**Exercise:** Scan the material for the word "they" and return every matching line.

**Data to examine:**
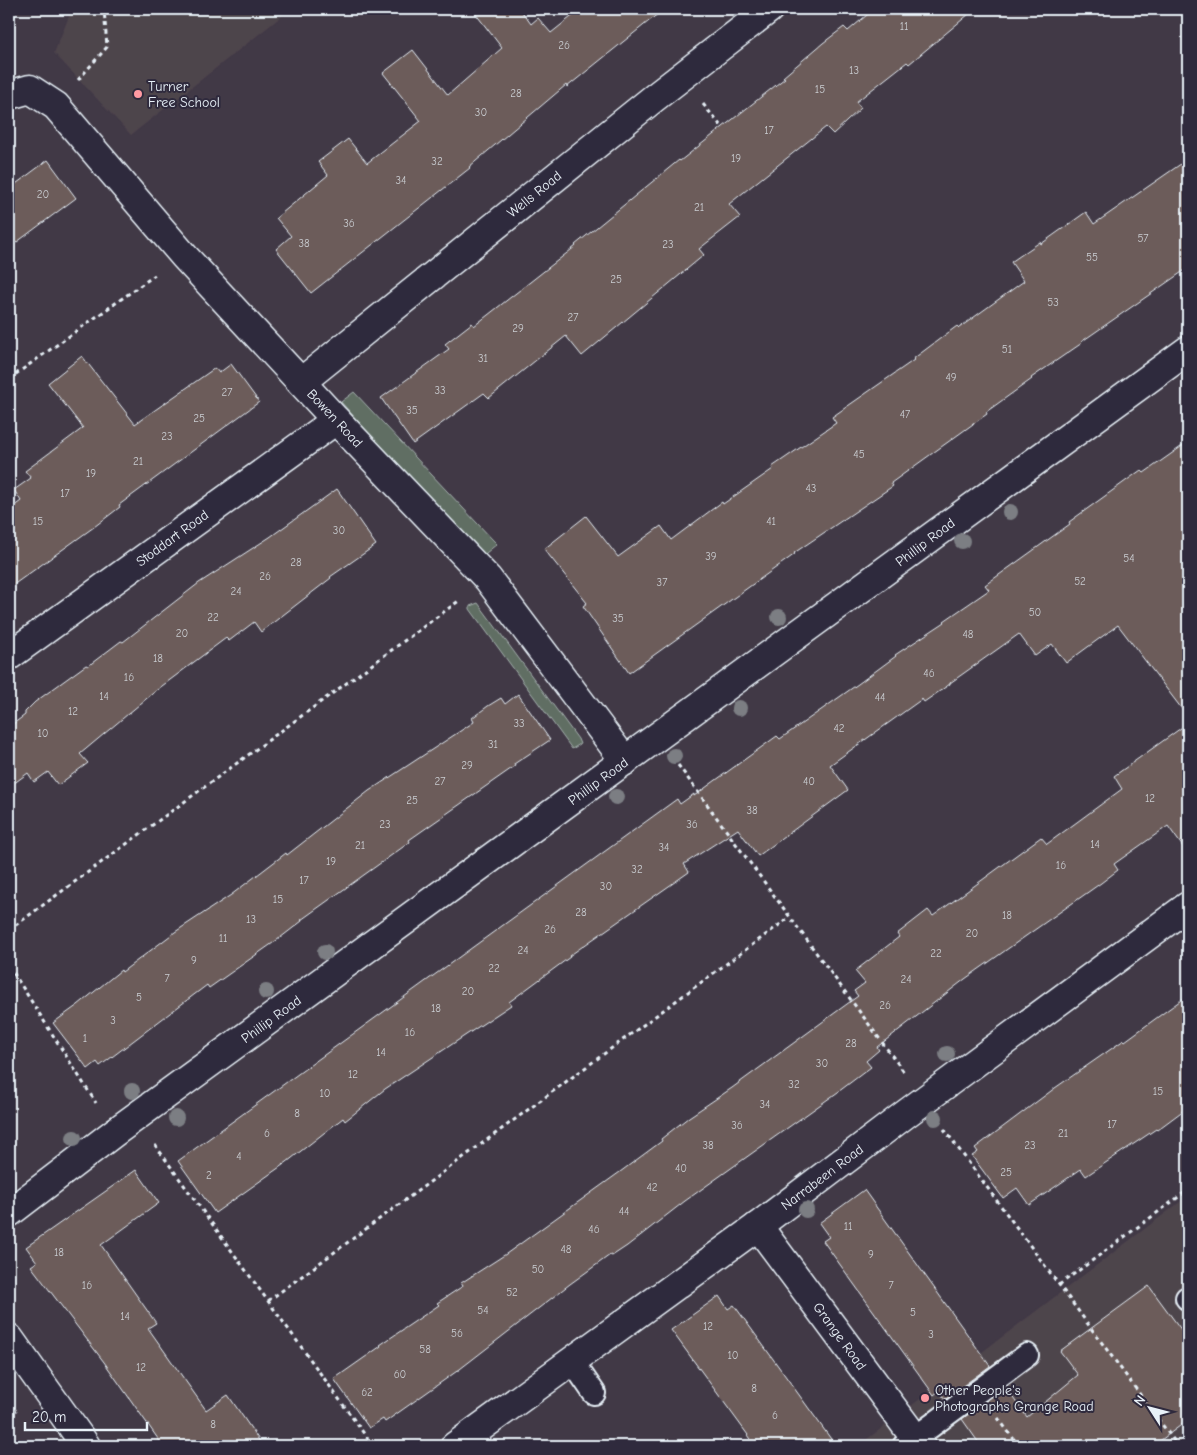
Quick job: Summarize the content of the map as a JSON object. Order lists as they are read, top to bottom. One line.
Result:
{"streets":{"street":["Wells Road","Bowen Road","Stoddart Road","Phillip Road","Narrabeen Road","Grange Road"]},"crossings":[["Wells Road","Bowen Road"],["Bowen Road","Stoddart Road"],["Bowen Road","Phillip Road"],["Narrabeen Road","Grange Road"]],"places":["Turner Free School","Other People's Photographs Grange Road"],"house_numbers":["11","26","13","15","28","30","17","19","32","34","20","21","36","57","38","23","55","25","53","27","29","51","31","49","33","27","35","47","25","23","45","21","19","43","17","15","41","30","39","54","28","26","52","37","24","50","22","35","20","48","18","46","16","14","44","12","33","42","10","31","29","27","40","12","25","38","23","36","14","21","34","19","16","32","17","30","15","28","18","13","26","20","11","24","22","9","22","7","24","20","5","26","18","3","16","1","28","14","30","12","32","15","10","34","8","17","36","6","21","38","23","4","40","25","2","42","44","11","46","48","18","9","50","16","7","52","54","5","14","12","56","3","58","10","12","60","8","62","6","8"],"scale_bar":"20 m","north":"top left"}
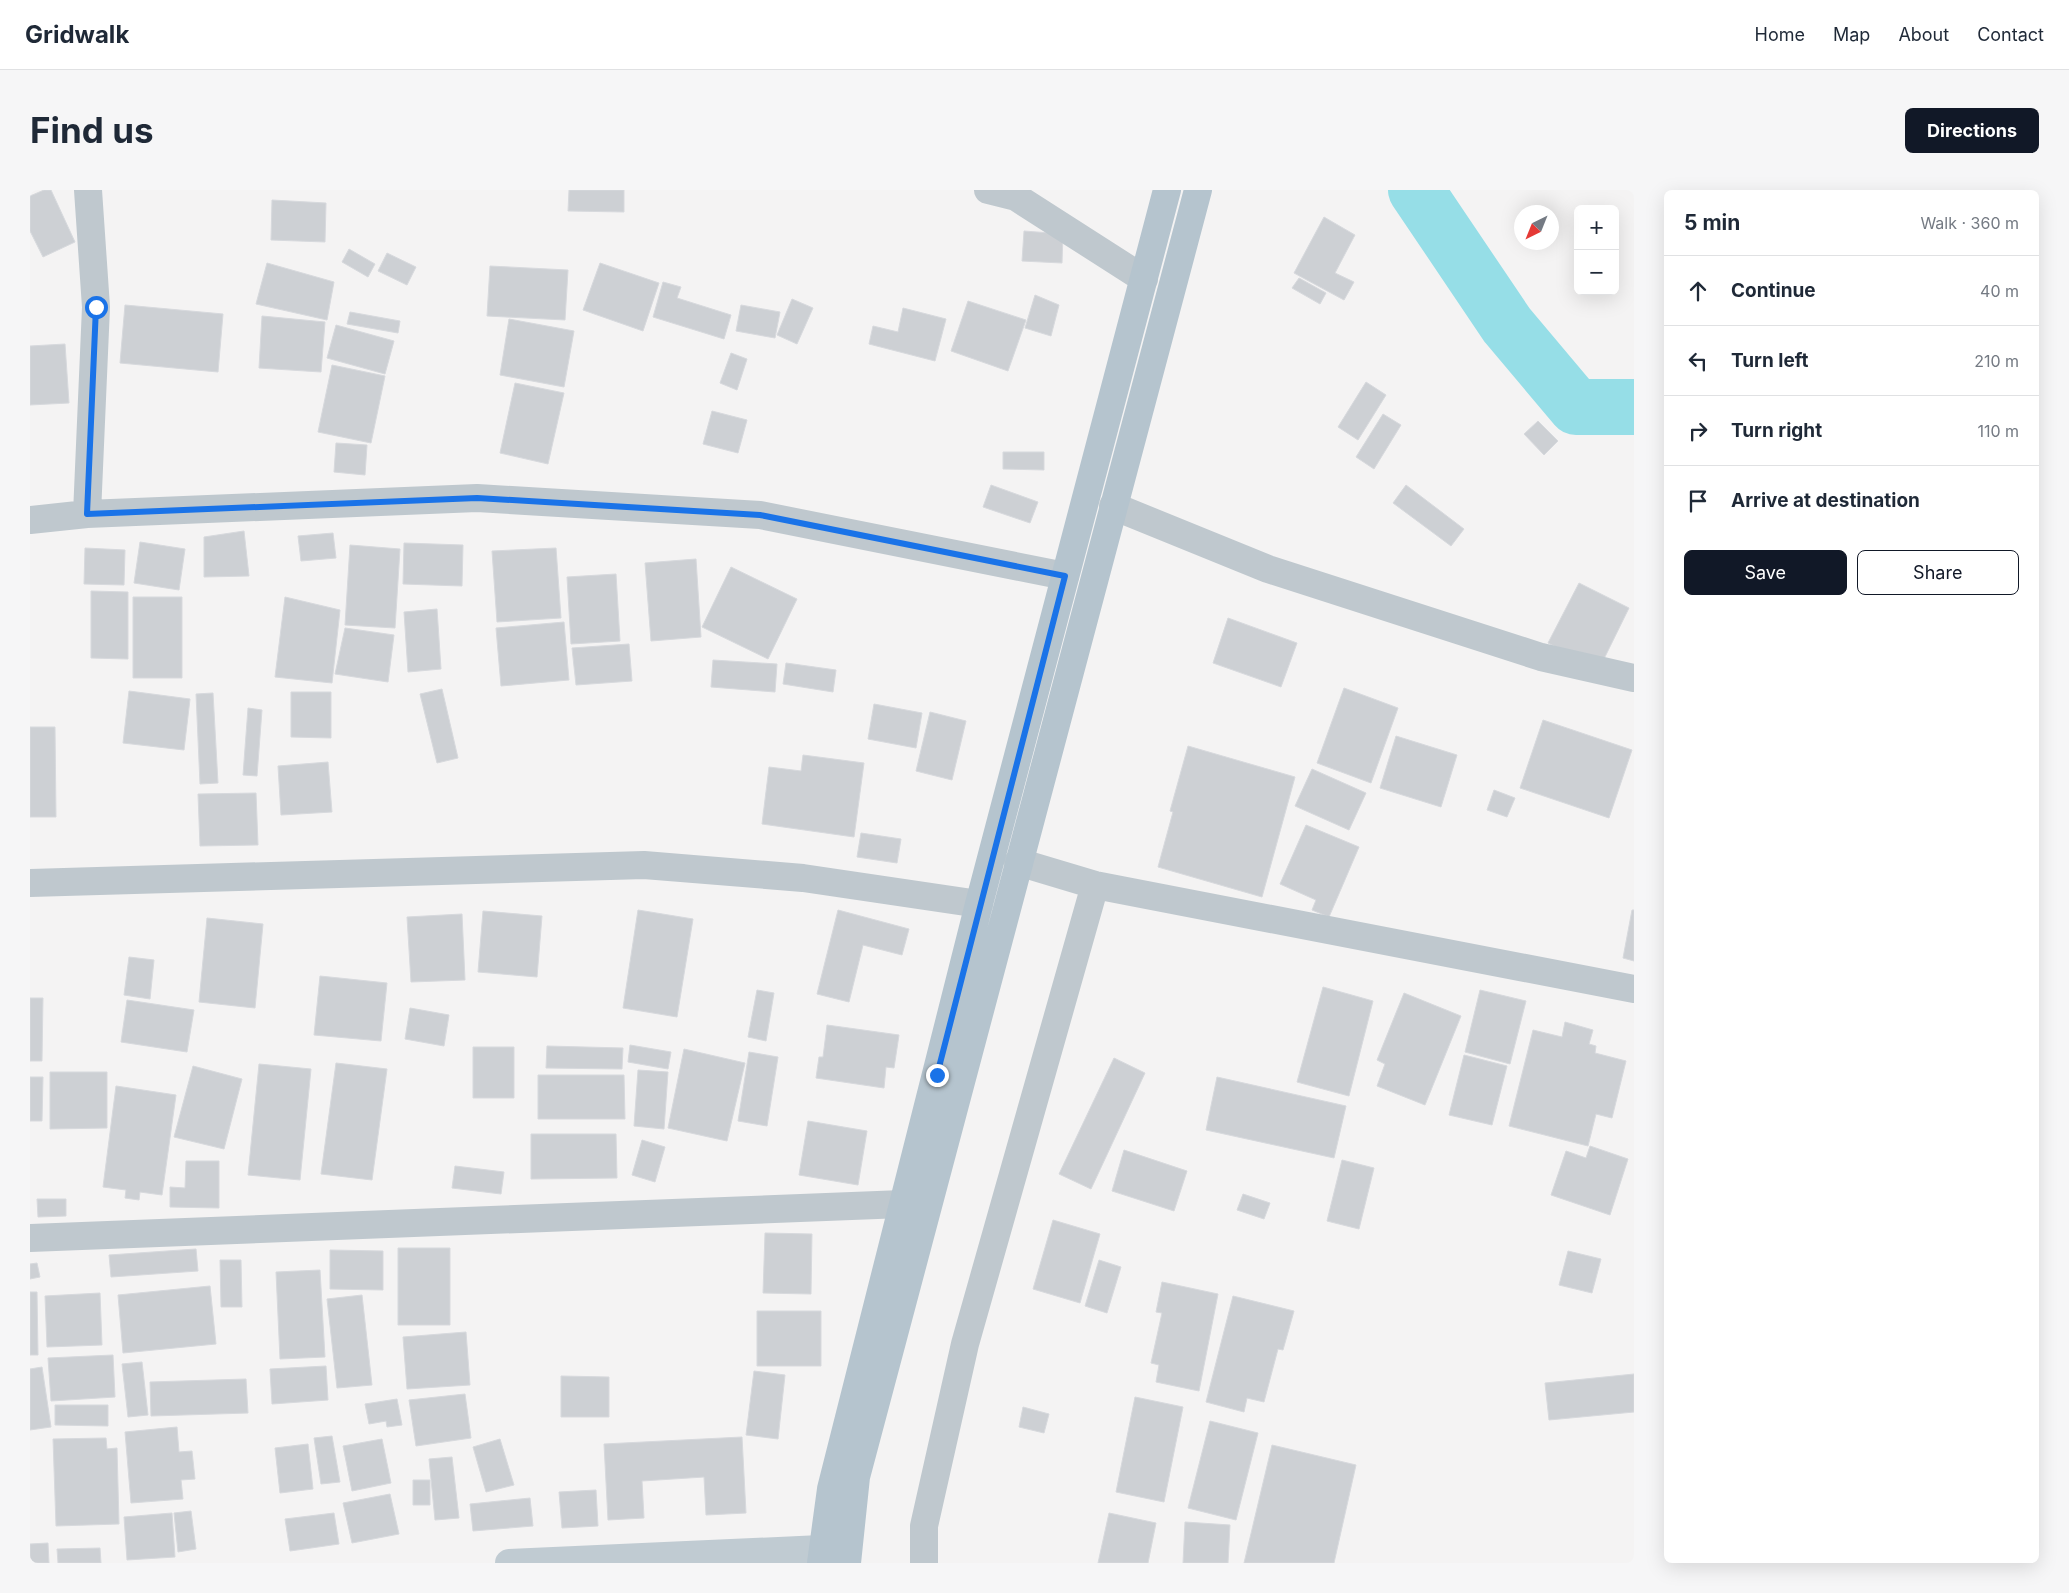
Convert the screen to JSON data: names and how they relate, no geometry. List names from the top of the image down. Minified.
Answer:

**Exercise output:**
Quick job: Summarize the content of the map as a JSON object. Order lists as they are read, top to bottom. One line.
Convert the screen to JSON data: names and how they relate, no geometry. List names from the top of the image down. Minified.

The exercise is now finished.